The Sakki test is the apex of a practitioner’s life. For many years sensei has been the only one to administrate the test and as one of the dinosaurs of the bujinkan (30 years in the Bujinkan last month), I had the privilege to witness him giving the test in numerous occasions. With about 30 Taikai and more than 50 trips to Japan I must have seen around 2000 Sakki tests. So I thought I knew what it was. Wrong again!

When in the Madrid Taikai of 2001 sensei asked a few of us to perform the test I was amazed to discover how draining it was to give the Sakki test. Honestly, I must admit that I didn’t believe it was that demanding. We had to do it twice and right after I left the training hall I had to take a nap before dinner as I was totally exhausted! I didn’t believe it was that difficult because I had seen sensei do up to 60 Sakki tests in a row at many Taikai.

When you are at the receiving end of the Sakki test it changes your life forever. But when you are giving the test it is like taking it again and again. This is one thing that no so many people in the Bujinkan know. Giving the test is similar to taking it! Except that you take the test only once.

Tuesday night I gave the test to three shidôshi (no, I don’t get tired anymore). And I think it is good to reveal some truths about the test for those of you who will take it soon (on either end of the sword).

1. There is no way to prepare yourself.
I know that some teachers are training their students for the test, this is useless.
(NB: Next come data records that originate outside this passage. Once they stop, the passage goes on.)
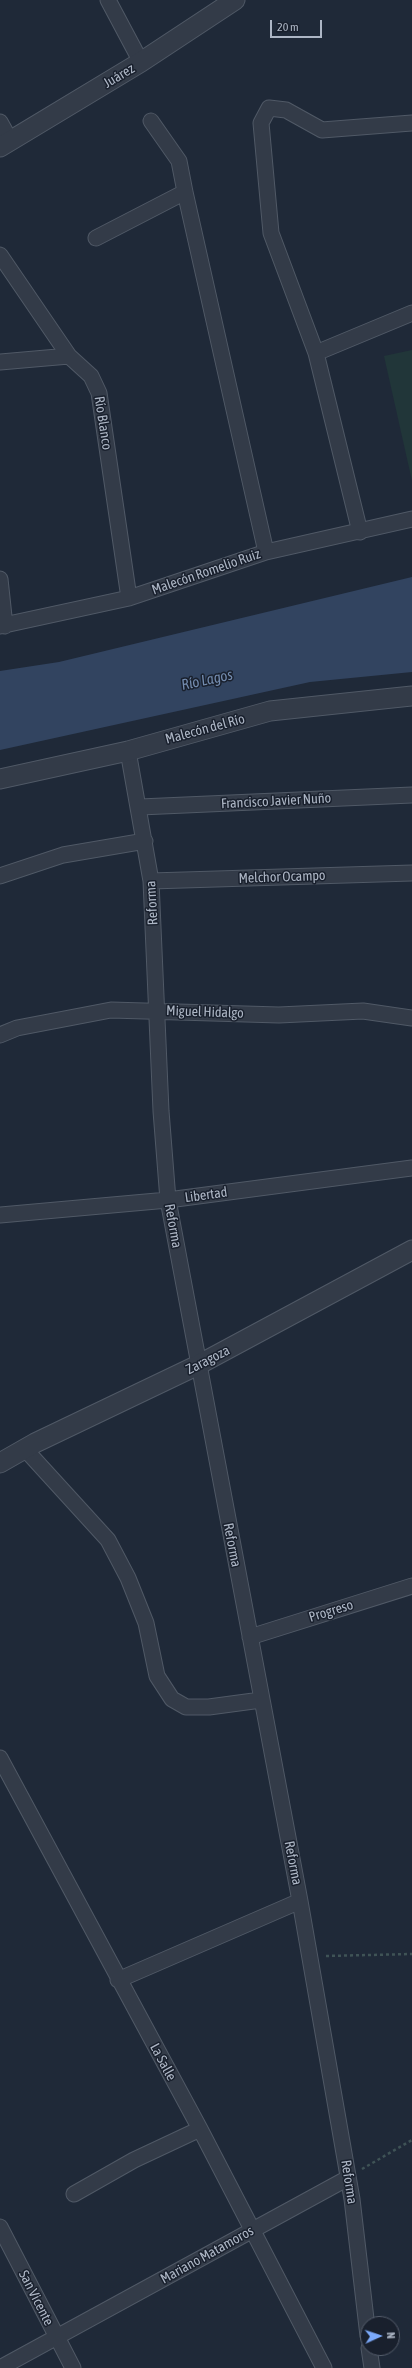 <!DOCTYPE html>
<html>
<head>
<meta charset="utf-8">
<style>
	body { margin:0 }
	#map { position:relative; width:412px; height:2368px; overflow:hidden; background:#1f2938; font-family:"Asap Condensed",sans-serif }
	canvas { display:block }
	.north { position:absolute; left:360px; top:2316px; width:40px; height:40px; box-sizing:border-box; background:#19202d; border:1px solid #545c6a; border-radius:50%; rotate:87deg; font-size:11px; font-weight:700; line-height:16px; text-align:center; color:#adb6c5 }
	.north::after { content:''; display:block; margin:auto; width:14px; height:18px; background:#7caafb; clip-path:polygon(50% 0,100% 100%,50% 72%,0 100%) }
	.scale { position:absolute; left:270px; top:20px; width:52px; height:18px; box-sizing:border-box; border:2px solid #adb6c5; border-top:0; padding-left:5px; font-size:12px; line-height:14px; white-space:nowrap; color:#adb6c5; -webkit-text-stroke:3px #19202d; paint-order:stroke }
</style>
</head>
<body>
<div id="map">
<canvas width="412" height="2368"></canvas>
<div class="north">N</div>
<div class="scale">20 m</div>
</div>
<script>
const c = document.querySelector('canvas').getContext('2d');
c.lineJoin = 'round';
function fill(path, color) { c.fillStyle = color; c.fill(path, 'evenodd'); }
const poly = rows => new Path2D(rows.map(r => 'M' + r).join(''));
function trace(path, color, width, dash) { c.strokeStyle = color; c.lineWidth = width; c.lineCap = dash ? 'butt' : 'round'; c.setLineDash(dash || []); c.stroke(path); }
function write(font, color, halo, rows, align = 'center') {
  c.font = font + ' "Asap Condensed",sans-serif'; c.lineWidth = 3; c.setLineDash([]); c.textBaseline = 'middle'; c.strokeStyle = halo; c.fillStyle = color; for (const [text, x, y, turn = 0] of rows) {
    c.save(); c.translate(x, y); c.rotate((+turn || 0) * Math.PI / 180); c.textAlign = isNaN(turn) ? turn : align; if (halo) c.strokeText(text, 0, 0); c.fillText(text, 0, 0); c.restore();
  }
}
fill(poly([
	[412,350,412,481,384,356]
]), '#213639');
fill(poly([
	[412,577,412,672,310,682,0,750,0,671,59,662]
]), '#324460');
const minor = poly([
	[108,0,141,62],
	[151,121,179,161,185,192,266,552],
	[0,122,10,140],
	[96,238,185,192],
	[0,255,69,356,91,376,99,393,129,598],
	[316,353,412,313],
	[0,362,69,356],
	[360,532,316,353,271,233,261,123,269,108,286,110,322,130,412,123],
	[0,579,5,626],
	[0,626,129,598,266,552,412,519],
	[128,751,151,881,161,1111,168,1200,300,1901,352,2199,368,2336],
	[140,807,412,795],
	[0,876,63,855,145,841],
	[151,881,412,873],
	[0,1035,17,1028,111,1010,279,1015,363,1011,412,1018],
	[0,1215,168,1200,412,1168],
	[25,1449,108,1540,128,1578,146,1623,157,1676,172,1699,186,1707,209,1707,261,1700],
	[250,1637,412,1586],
	[0,1758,200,2129,324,2368],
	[118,1980,300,1901],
	[74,2194,134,2160,200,2129],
	[0,2227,73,2368],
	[369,2348,372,2368],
	[0,2368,348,2178]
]);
const tertiary = poly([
	[0,147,141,62,235,0],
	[0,779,128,751,270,711,412,696],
	[0,1463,35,1443,198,1365,412,1250]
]);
trace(minor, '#505966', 17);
trace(tertiary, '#505966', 21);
trace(poly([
	[326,1956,412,1954],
	[362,2169,412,2140]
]), '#3f5356', 2.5, [3, 3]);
trace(minor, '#333b48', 15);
trace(tertiary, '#333b48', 19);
write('14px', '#adb6c5', '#19202d', [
	["Juárez",119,76,-31],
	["Río Blanco",103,423,81],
	["Malecón Romelio Ruiz",206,572,-19],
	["Malecón del Río",205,729,-15],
	["Francisco Javier Nuño",276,801,-3],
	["Melchor Ocampo",282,877,-2],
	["Reforma",152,903,-93],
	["Miguel Hidalgo",205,1012,2],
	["Libertad",206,1195,-8],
	["Reforma",173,1226,80],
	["Zaragoza",208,1360,-27],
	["Reforma",232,1545,79],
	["Progreso",331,1611,-17],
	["Reforma",293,1863,79],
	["La Salle",163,2062,62],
	["Reforma",349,2182,81],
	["Mariano Matamoros",207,2255,-29],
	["San Vicente",36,2298,63]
]);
write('italic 15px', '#748caf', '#19202d', [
	["Río Lagos",207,680,-12]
]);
</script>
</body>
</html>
You have it. The perception of danger is ingrained in our brains. Only sincere training will allow your being too dodge the cut. It takes about 5 to 6 years to unearth the Sakki feeling bien in our reptilian brain.

2. It is not about crashing the skull of the applicant.
Many jûgodan try to hit the applicant, this is wrong. The Sakki test is a connection between the emitter and the receiver. It will always work if both the emitter and the receiver are connected. Without connection there is only pain (for the receiver). In fact the Sakki test is the expression of Shingin Budō.

3. Your regular senses cannot help.
When you take the test do not rely on your regular senses. If you hear the cut it is already too late. Simply relax and let your body react. Don’t think. This is why it is always better to close your eyes. But this is not a rule as many succeed with their eyes open.

4. Feel the urge to move. And move, don’t analyse.
Both the emitter and the receiver are connected and both must feel the urge to move. The receiver moves without knowing why. The emitter goes down because at some point when the connection is established, he had to go down. You don’t take the decision to move, you move because it is the only to do. Over the years I’ve seen many applicants fail even though they got the connection. In fact they are so amazed at the feeling that they last their concentration and got hit while thinking “wow I am feeling it!” and then wham!

5. Shin Gi Tai Ken Ichi Yotsu.
It is not a meditation and no god will do it for you. There’s no magic, it’s natural. The Sakki test is what makes the bujinkan what it is. It is about feeling the unity in all things, the connection with nature.

If you are to take the test soon, or if you are to administrate it, please remember that this is something that comes naturally when you are ready.